Teah Wimberly, the teen accused of shooting and killing her best friend at Dillard High School last month, will face second-degree murder charges as an adult, prosecutors announced Thursday.
Wimberly, 15, will also face one count of felony possession of a firearm on school grounds.
In our previous discussions I tried to point out that, as I see it, by the time a teenager picks up a gun to do something like this, it's way too late. The time to address this problem was 10 or 14 years earlier. It's the parents who more than anyone else teach kids how to deal with conflict, how to respond to frustration, how to accept disappointment. Once a kid is this age and so damaged she's capable of this, it's too late.
Collette, 15, had recently ended the two teens' long-standing friendship and the shooting may have been retaliation, friends of the two said afterward.
Wimberly confessed to the shooting and told police she wanted Collette to ``feel my pain.''
Where did a 15-year-old ever learn to respond to rejection like that? Is she fully responsible for her actions? Did we ever decide on that line when discussing the 8-year-old killer in Arizona? At 8, he's an abused boy but at 15 she's fully responsible? I don't think so.
I say any and all mitigating circumstances need to be considered in a case like this. Trying a teenager in adult court, ensuring the probability of doing time in the adult penitentiary cannot be the answer, in my opinion. What's yours? What do you think about this case?
"Did we ever decide on that line when discussing the 8-year-old killer in Arizona?"
ReplyDeleteyeah I decided that the Police and Media were pushing the facts of the case beyond their breaking point, and that it would be foolish to further speculate on sound bytes from such a screwy case. (I personally think the kid was Coursed into inventing the murder story when the police decided the truth, that a white sedan drove away and the boy found his family dead)
A lawyer said to me once that "Adulthood" has a double meaning. One is the simple age of majority. one evening at 11:59 you're a minor child, at one minute past midnight you're a full-fledged adult. The other involves the way the person deals with life and responcibility. This lawyer said he had tried 15 year old gang-bangers who KNEW the full extend of their action and the consequences of the law and still committed an act of murder, and knew people who were in their 30s who weren't mentally competent enough to know the course of their actions surrounding a death by their hands.

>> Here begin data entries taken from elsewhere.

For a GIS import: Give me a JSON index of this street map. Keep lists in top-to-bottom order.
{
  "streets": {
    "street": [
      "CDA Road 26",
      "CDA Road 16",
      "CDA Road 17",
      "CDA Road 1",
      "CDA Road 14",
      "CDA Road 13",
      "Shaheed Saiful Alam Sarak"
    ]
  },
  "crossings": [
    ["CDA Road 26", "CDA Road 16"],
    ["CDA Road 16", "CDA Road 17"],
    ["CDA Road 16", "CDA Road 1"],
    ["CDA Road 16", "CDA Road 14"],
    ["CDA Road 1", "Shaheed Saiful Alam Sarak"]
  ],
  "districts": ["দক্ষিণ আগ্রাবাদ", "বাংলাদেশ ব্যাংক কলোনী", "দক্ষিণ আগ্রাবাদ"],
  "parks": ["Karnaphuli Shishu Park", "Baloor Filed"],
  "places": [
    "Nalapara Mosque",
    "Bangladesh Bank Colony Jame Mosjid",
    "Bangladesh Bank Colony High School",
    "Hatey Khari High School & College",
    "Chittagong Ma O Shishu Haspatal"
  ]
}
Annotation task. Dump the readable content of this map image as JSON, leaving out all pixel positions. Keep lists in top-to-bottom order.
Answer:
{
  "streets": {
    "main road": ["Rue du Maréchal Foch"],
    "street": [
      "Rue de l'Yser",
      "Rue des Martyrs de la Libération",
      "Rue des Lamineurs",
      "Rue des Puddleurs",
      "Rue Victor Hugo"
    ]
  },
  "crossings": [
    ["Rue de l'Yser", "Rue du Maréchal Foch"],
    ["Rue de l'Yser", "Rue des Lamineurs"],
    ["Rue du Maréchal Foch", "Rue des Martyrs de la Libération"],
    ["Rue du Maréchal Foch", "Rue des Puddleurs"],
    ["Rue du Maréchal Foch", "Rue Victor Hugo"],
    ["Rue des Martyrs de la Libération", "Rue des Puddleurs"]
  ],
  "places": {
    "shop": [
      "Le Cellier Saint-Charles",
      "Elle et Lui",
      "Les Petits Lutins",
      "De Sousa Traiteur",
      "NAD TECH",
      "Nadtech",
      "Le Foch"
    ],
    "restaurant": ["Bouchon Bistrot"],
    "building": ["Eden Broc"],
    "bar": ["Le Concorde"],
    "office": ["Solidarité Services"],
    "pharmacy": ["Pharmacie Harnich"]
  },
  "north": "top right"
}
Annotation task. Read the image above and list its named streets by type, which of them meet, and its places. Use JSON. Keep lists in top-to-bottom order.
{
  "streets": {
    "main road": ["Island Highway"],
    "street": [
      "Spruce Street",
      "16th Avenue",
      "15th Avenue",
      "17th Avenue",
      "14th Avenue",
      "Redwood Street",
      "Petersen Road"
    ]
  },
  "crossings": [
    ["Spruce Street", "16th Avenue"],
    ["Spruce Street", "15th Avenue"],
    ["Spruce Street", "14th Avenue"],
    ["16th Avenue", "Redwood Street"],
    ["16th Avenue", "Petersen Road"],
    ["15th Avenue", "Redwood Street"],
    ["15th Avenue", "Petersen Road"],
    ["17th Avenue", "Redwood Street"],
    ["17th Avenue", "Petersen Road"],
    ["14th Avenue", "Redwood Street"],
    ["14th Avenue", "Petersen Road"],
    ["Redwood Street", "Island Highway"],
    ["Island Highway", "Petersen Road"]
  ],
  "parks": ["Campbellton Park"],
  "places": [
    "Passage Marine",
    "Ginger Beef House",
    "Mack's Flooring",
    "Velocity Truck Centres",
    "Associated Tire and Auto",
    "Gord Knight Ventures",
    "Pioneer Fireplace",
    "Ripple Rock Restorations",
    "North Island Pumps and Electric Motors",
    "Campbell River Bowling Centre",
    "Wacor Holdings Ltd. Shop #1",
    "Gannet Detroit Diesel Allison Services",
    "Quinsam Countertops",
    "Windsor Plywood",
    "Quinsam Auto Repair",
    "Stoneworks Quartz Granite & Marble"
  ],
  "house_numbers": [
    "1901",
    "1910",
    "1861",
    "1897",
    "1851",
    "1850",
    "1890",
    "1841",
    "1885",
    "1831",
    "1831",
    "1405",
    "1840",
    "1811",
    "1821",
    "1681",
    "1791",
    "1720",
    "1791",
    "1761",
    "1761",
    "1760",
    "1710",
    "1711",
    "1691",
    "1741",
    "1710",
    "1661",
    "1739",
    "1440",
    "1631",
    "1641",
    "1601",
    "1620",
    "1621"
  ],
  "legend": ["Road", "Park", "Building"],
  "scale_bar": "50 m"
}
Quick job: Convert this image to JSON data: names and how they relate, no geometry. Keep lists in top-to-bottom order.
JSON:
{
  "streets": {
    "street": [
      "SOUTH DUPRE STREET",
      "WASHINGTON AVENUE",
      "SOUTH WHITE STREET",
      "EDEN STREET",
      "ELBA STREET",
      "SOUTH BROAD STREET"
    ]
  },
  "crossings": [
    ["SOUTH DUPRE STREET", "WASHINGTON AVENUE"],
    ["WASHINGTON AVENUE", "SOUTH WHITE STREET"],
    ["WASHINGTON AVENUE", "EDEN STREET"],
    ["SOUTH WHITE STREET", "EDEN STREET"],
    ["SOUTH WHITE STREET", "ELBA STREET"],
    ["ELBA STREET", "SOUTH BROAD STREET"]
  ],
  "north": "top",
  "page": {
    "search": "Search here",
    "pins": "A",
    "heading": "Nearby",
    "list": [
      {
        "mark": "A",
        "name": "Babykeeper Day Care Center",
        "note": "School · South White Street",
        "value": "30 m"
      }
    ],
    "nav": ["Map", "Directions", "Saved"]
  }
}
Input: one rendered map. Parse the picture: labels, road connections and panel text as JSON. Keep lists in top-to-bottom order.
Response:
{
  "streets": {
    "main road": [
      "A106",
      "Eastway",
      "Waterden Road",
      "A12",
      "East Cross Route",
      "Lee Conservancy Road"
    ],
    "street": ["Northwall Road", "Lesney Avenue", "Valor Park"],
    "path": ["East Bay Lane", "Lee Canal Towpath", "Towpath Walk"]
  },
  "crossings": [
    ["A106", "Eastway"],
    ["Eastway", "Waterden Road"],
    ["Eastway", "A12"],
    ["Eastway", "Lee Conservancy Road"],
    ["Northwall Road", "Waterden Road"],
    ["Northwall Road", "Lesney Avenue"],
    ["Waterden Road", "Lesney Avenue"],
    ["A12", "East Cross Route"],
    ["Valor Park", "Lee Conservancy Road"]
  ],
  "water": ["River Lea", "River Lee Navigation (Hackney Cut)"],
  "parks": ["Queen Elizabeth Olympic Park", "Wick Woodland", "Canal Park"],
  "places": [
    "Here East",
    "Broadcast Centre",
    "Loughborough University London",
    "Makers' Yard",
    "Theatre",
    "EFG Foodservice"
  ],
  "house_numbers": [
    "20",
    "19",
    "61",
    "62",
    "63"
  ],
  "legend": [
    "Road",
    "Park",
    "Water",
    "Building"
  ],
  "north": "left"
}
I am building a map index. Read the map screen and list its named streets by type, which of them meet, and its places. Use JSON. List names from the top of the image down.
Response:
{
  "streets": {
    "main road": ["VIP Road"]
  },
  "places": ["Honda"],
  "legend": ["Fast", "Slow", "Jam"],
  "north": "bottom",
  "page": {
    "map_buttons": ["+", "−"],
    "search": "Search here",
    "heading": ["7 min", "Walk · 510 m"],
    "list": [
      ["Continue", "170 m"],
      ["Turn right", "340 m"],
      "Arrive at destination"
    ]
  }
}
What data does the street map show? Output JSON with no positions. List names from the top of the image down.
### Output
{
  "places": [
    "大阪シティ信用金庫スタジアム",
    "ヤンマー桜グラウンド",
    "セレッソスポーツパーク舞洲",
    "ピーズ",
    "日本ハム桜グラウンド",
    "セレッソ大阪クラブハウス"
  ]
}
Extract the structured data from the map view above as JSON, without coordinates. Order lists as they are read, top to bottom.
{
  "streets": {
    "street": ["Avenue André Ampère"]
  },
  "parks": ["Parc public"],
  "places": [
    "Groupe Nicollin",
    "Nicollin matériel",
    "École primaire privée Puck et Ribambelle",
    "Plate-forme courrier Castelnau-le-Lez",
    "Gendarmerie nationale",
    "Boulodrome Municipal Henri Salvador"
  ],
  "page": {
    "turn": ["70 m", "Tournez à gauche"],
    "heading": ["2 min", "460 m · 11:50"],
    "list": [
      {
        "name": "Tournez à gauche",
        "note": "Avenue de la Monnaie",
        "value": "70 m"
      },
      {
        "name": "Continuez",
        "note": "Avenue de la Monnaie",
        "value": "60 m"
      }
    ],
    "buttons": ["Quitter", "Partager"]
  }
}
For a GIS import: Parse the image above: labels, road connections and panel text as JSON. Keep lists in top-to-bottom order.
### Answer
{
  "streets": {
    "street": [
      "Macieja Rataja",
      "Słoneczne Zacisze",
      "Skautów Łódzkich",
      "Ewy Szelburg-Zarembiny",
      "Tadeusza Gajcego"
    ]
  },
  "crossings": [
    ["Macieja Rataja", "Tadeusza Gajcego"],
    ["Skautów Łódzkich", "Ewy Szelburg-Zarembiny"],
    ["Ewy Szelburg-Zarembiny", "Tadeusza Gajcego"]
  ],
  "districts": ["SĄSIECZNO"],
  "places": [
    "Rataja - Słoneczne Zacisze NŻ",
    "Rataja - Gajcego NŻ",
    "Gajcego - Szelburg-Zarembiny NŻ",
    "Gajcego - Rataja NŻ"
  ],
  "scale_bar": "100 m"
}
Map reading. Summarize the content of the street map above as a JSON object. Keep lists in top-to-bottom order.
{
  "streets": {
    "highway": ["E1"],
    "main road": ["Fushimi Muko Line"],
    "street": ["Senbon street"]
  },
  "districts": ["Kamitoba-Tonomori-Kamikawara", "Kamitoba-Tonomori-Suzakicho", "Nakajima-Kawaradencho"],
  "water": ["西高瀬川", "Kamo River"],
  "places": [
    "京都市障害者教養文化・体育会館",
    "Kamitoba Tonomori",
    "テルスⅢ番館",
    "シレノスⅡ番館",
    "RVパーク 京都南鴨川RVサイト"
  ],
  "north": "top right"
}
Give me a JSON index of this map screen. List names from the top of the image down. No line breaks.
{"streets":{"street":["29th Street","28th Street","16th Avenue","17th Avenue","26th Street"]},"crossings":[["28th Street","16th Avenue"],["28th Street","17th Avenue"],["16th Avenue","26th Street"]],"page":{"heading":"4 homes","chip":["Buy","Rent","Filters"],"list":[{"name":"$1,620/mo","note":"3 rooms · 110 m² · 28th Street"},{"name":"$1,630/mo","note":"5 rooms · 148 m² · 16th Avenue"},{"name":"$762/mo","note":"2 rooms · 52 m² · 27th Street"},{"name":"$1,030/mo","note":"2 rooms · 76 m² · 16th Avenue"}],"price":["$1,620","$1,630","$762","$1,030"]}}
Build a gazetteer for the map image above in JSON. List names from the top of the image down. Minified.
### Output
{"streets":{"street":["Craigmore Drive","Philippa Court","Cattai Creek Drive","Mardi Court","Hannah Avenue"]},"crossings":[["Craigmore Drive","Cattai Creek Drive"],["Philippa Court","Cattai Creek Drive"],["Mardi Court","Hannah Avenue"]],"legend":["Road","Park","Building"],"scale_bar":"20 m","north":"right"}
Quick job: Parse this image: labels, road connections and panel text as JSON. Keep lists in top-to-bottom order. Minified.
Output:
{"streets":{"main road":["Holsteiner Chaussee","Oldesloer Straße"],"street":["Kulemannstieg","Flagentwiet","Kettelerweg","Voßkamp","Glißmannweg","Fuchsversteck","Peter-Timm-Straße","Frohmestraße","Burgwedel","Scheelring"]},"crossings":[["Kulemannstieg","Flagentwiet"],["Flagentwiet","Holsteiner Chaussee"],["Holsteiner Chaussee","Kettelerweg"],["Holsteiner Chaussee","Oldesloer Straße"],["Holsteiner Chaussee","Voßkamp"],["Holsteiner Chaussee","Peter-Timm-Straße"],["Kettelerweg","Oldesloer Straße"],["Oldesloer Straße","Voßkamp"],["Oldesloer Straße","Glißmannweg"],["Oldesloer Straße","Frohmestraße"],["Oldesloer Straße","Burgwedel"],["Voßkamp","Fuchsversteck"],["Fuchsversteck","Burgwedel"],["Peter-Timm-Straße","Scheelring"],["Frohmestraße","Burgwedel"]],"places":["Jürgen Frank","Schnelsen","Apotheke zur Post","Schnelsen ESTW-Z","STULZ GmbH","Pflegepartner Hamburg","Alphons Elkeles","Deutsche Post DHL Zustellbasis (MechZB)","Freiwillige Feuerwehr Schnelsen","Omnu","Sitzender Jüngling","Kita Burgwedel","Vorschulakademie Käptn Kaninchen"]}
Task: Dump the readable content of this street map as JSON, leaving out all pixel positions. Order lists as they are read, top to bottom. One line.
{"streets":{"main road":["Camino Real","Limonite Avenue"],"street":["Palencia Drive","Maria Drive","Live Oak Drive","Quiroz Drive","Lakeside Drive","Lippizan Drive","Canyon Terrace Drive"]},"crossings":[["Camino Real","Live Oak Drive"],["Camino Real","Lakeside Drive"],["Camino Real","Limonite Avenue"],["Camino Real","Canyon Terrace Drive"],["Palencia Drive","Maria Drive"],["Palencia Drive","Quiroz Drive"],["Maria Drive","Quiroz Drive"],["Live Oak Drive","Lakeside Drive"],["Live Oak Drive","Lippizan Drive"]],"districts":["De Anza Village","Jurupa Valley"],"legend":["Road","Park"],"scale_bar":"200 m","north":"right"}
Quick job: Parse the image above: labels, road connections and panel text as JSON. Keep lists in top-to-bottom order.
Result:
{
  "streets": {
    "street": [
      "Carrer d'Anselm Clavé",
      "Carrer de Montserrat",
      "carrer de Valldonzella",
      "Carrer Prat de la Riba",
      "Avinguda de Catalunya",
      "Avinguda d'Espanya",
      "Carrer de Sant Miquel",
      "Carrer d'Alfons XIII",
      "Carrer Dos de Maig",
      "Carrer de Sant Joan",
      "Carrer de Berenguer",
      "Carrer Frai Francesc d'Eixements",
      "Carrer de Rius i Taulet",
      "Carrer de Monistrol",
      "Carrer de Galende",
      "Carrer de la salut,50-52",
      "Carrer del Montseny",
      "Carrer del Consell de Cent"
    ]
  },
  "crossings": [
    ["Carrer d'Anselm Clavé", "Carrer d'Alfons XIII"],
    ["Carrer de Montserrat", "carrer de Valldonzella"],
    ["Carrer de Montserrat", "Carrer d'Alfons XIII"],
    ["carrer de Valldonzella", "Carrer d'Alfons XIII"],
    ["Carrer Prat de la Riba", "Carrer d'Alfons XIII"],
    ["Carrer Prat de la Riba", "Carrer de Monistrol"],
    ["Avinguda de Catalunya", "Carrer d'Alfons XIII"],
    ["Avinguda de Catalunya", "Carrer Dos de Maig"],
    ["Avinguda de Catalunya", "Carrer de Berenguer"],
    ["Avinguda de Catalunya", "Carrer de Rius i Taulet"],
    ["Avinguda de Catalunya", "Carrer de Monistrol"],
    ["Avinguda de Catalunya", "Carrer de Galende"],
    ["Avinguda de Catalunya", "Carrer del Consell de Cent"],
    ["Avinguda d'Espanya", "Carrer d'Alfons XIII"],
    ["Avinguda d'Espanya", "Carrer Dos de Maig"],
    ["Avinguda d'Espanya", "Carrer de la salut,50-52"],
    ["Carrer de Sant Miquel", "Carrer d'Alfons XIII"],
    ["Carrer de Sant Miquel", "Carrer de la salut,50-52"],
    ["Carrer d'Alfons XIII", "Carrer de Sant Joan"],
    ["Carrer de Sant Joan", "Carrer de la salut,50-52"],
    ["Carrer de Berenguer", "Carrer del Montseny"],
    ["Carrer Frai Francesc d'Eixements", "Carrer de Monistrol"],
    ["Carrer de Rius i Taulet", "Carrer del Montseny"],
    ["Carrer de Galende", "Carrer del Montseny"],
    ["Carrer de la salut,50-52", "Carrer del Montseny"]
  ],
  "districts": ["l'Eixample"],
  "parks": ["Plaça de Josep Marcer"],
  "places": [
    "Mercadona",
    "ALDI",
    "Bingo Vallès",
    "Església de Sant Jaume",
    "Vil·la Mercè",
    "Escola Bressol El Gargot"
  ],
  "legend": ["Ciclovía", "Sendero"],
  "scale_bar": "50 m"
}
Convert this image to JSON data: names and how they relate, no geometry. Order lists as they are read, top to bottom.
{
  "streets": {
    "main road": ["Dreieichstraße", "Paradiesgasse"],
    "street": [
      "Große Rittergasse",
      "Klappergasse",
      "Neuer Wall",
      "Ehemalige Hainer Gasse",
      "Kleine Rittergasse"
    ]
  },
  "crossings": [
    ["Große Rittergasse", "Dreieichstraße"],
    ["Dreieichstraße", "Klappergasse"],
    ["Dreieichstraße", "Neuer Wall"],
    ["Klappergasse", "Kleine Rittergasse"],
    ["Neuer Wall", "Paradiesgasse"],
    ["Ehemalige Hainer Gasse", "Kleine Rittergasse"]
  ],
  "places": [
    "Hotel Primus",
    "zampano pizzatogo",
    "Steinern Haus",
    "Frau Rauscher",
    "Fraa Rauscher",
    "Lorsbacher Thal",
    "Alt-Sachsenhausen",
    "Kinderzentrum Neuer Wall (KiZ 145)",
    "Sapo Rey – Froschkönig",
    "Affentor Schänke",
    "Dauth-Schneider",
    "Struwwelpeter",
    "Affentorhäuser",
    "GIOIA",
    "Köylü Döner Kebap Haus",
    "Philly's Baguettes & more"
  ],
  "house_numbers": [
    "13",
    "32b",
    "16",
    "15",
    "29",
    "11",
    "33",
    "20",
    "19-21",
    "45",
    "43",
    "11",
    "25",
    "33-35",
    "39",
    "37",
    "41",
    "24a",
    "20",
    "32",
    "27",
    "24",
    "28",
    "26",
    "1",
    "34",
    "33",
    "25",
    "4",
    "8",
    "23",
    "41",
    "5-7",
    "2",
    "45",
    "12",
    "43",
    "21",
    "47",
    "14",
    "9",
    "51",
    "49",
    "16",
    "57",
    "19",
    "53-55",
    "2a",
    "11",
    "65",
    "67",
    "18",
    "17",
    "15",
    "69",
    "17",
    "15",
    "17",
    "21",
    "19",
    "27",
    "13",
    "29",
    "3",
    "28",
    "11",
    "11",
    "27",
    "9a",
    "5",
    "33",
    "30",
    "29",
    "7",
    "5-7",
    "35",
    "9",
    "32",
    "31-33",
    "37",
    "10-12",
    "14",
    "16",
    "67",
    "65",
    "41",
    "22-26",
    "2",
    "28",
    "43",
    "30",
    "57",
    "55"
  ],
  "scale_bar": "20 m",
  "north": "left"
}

The latter could be a prime example of an "Insanity" charge, the former is a prime example for pushing for a juvenile to be tried as an adult.
Mike,
ReplyDeleteI wish the court system would be revised to make it a difference between knowing the right/wrong of your actions and not.
As Weer'd said, it's not about age it's about responsibility. King Tut reigned when he was 12 years old. "Youngsters" were married on the western frontier at 16. Many of men have enlisted and served honorably after lying about their age.
I agree that mitigating circumstances should be considered but have you thought about the possibility there aren't any?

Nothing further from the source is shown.